Summary
Genome wide associations studies (GWAS) have produced a multitude of candidate genes and loci for a wide
range of complex disease and phenotypic traits, but often have not resulted in sufficient mechanistic insight to
lead to actionable changes in prevention, diagnosis, or treatment of disease. This is a consequence of key
attributes of the underlying genetic effects which can prove difficult to model, specifically: combinatorial
interactions between multiple loci, a preponderance of regulatory effects which may act at different times and in
in different tissues or organs, and the integration of lifelong multidimensional risk in many of the mapped disease
traits. As the field evolves, so other contributions have begun to be recognized at specific loci including;
modification of the effects of existing Mendelian genes, more complex gene-gene or gene-environment
interactions and a role for somatic variation contributing to diverse chronic diseases.

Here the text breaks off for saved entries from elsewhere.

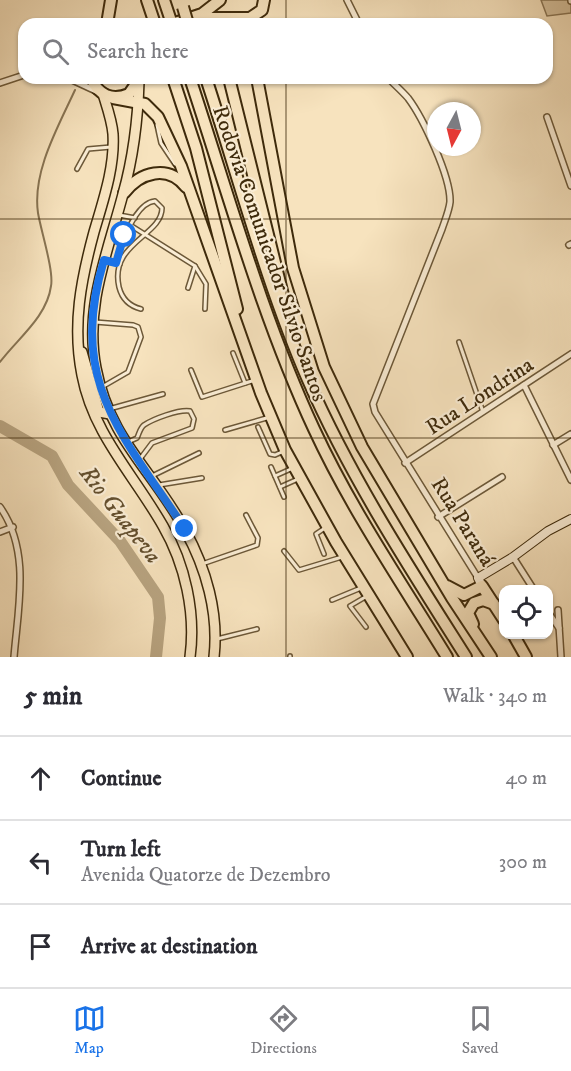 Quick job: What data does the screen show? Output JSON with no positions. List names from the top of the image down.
{
  "streets": {
    "highway": ["Rodovia Comunicador Silvio Santos", "Rua Paraná"],
    "street": ["Rua Londrina"]
  },
  "crossings": [
    ["Rua Londrina", "Rua Paraná"]
  ],
  "water": ["Rio Guapeva"],
  "north": "bottom",
  "page": {
    "search": "Search here",
    "heading": ["5 min", "Walk · 340 m"],
    "list": [
      ["Continue", "40 m"],
      ["Turn left", "Avenida Quatorze de Dezembro", "300 m"],
      "Arrive at destination"
    ],
    "nav": ["Map", "Directions", "Saved"]
  }
} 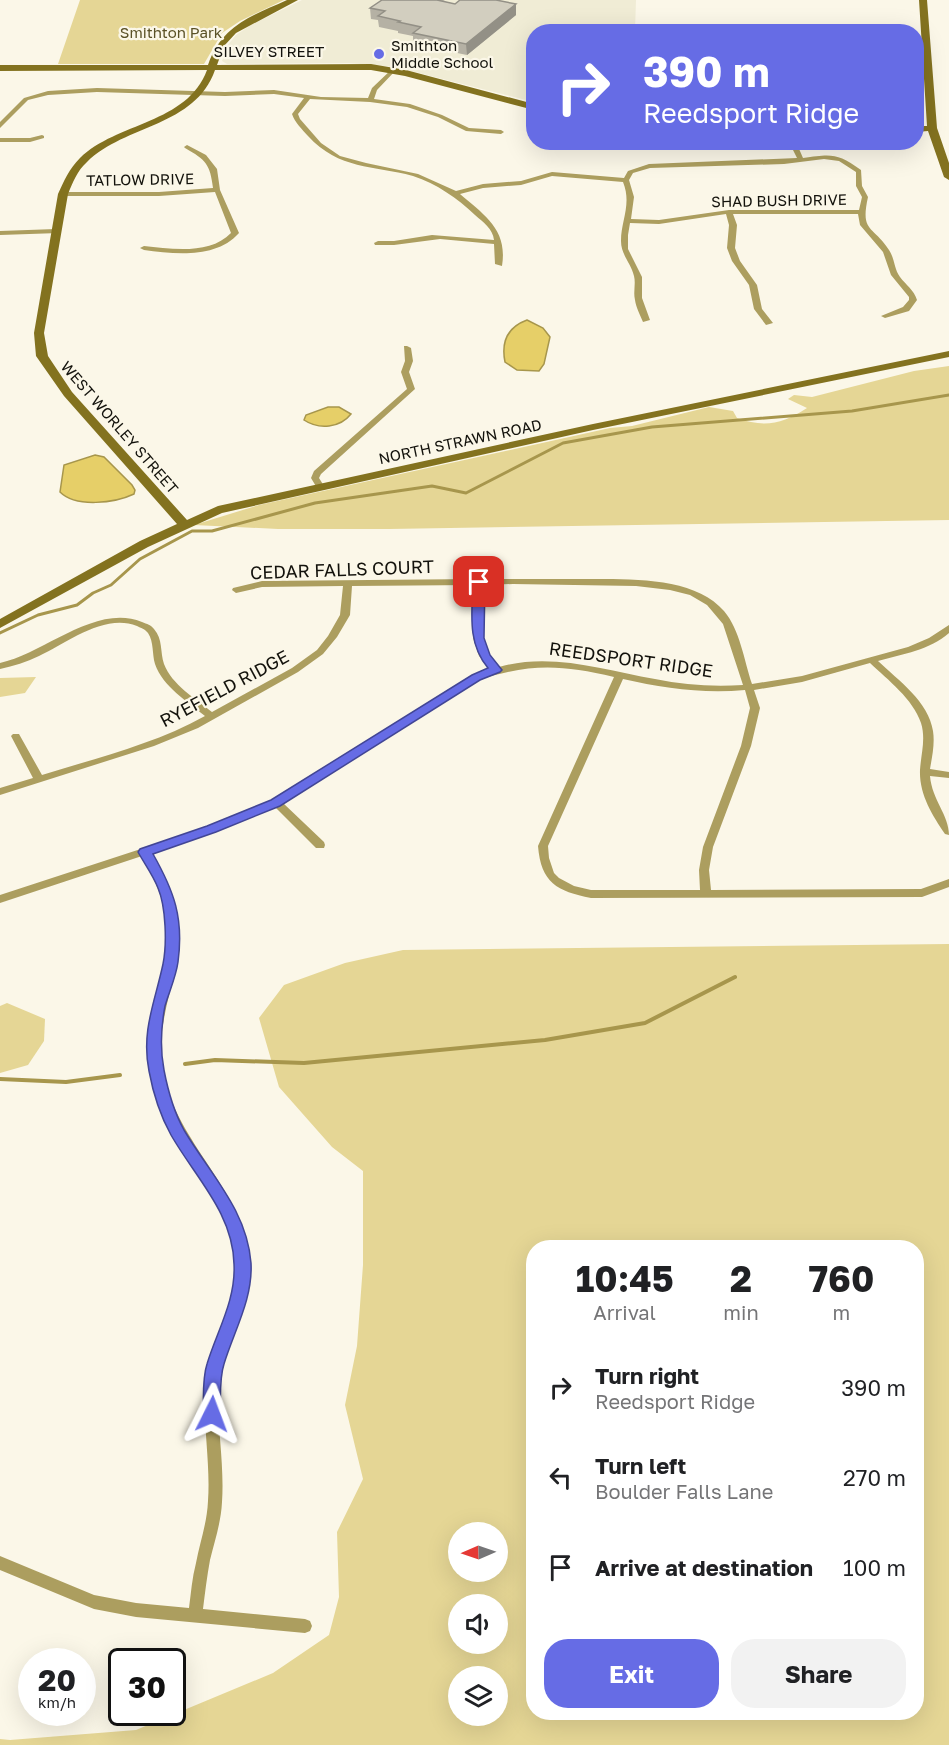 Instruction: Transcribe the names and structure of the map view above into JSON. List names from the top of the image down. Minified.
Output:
{"streets":{"street":["SILVEY STREET","TATLOW DRIVE","SHAD BUSH DRIVE","WEST WORLEY STREET","NORTH STRAWN ROAD","CEDAR FALLS COURT","REEDSPORT RIDGE","RYEFIELD RIDGE"]},"crossings":[["SILVEY STREET","WEST WORLEY STREET"],["TATLOW DRIVE","WEST WORLEY STREET"],["WEST WORLEY STREET","NORTH STRAWN ROAD"],["CEDAR FALLS COURT","REEDSPORT RIDGE"],["CEDAR FALLS COURT","RYEFIELD RIDGE"]],"parks":["Smithton Park"],"places":["Smithton Middle School"],"north":"left","page":{"turn":["390 m","Reedsport Ridge"],"eta":["10:45","Arrival","2","min","760","m"],"list":[{"name":"Turn right","note":"Reedsport Ridge","value":"390 m"},{"name":"Turn left","note":"Boulder Falls Lane","value":"270 m"},{"name":"Arrive at destination","value":"100 m"}],"buttons":["Exit","Share"],"speed":"20 km/h","limit":"30"}}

We have successfully overcome these challenges in our existing Zebrafish GWAS Community Resource by
creating a pipeline which exploits the strengths of rapid scalability, functional relevance and genomic
conservation of the zebrafish model system to generate useful functional annotation of over 100 genes and
regulatory loci over the last 7 years. We have defined the disease gene(s) for multiple GWAS loci in parallel and
moved the field forward to early mechanistic studies. We now propose to extend this Community Resource,
continuing our existing activities while adding key capabilities in a) modeling gene-gene and gene environment
interactions to further explore the complex genetics of numerous common diseases and the b) definitive
modeling of somatic variation including efficient transplantation studies to fully understand the role of somatic
variation in disease. These new capabilities also directly address ongoing requests from the human genetics
community for which the resource was originally developed.

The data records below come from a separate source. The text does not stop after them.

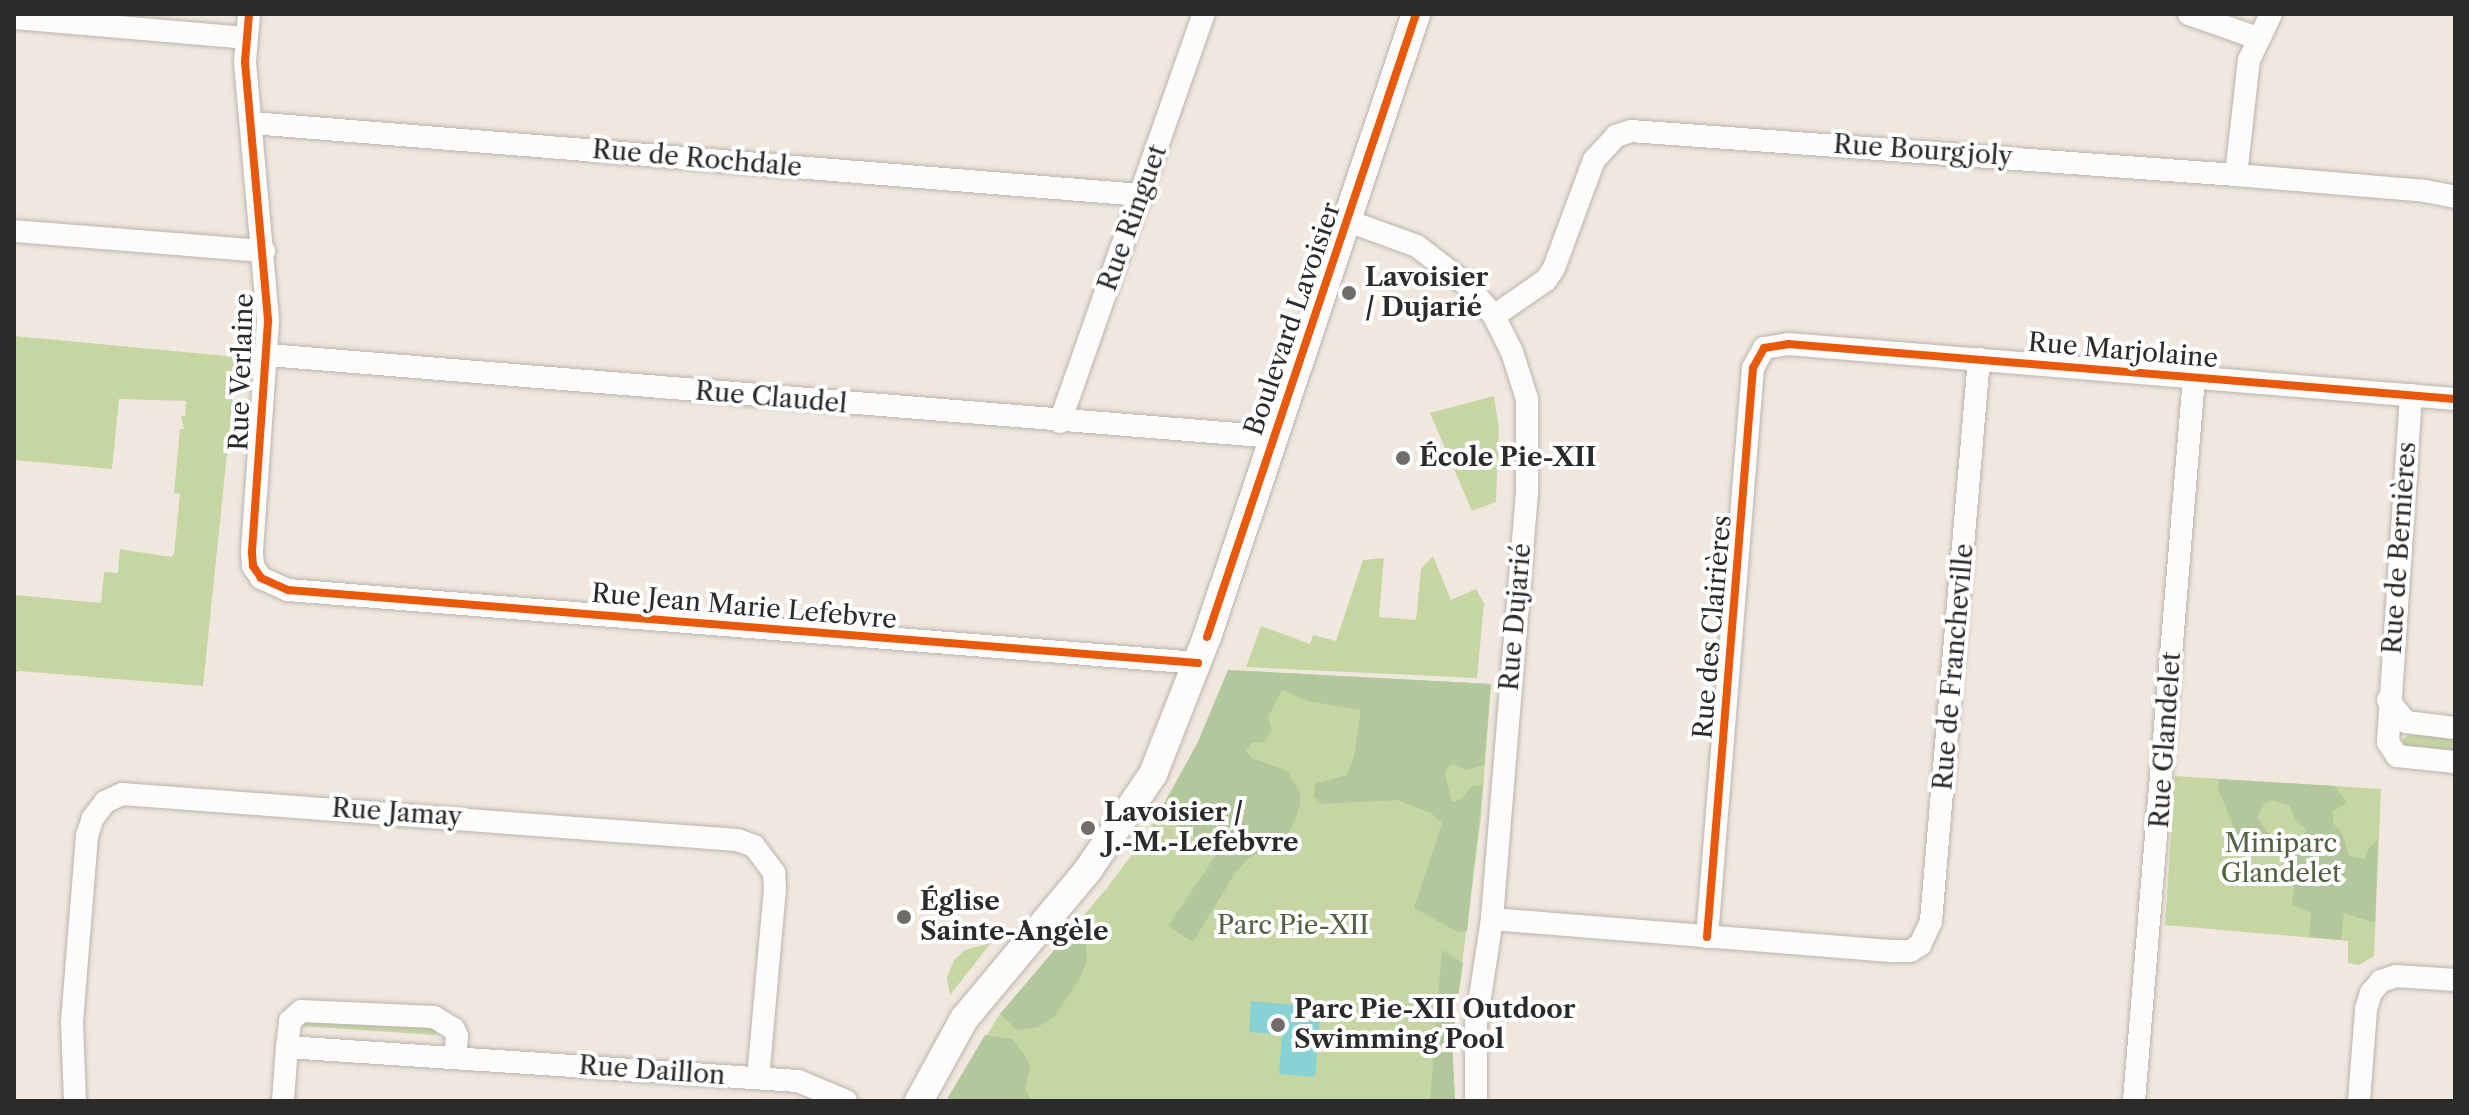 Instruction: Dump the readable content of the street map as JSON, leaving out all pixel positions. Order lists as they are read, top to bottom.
{
  "streets": {
    "street": [
      "Rue Bourgjoly",
      "Rue de Rochdale",
      "Rue Ringuet",
      "Boulevard Lavoisier",
      "Rue Marjolaine",
      "Rue Verlaine",
      "Rue Claudel",
      "Rue de Bernières",
      "Rue Jean Marie Lefebvre",
      "Rue Dujarié",
      "Rue des Clairières",
      "Rue de Francheville",
      "Rue Glandelet",
      "Rue Jamay",
      "Rue Daillon"
    ]
  },
  "crossings": [
    ["Rue Bourgjoly", "Rue Dujarié"],
    ["Rue de Rochdale", "Rue Ringuet"],
    ["Rue de Rochdale", "Rue Verlaine"],
    ["Rue Ringuet", "Rue Claudel"],
    ["Boulevard Lavoisier", "Rue Claudel"],
    ["Boulevard Lavoisier", "Rue Jean Marie Lefebvre"],
    ["Boulevard Lavoisier", "Rue Dujarié"],
    ["Rue Marjolaine", "Rue de Bernières"],
    ["Rue Marjolaine", "Rue des Clairières"],
    ["Rue Marjolaine", "Rue de Francheville"],
    ["Rue Marjolaine", "Rue Glandelet"],
    ["Rue Verlaine", "Rue Claudel"],
    ["Rue Verlaine", "Rue Jean Marie Lefebvre"],
    ["Rue des Clairières", "Rue de Francheville"],
    ["Rue Jamay", "Rue Daillon"]
  ],
  "parks": ["Miniparc Glandelet", "Parc Pie-XII"],
  "places": [
    "Lavoisier / Dujarié",
    "École Pie-XII",
    "Lavoisier / J.-M.-Lefebvre",
    "Église Sainte-Angèle",
    "Parc Pie-XII Outdoor Swimming Pool"
  ]
}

As a consortium, we will continue to push forward the capabilities of the zebrafish as a model organism in this
field and as costs drop, the number of diseases/loci that we will be able to functionally annotate will only grow
through the duration of the proposal. Importantly, we will be able to deliver a comprehensive package of
annotated candidate genes and interactions back to our collaborators in the human genetics community to
enhance the impact and insight derived from their studies. For this renewal application, we propose the following
Specific Aims:
Aim 1 - Functionally analyze loci from multiple GWAS studies on blood, liver, heart and vessel traits, optimizing
assay development and gene editing using CRISPR-Cas9 technology in zebrafish.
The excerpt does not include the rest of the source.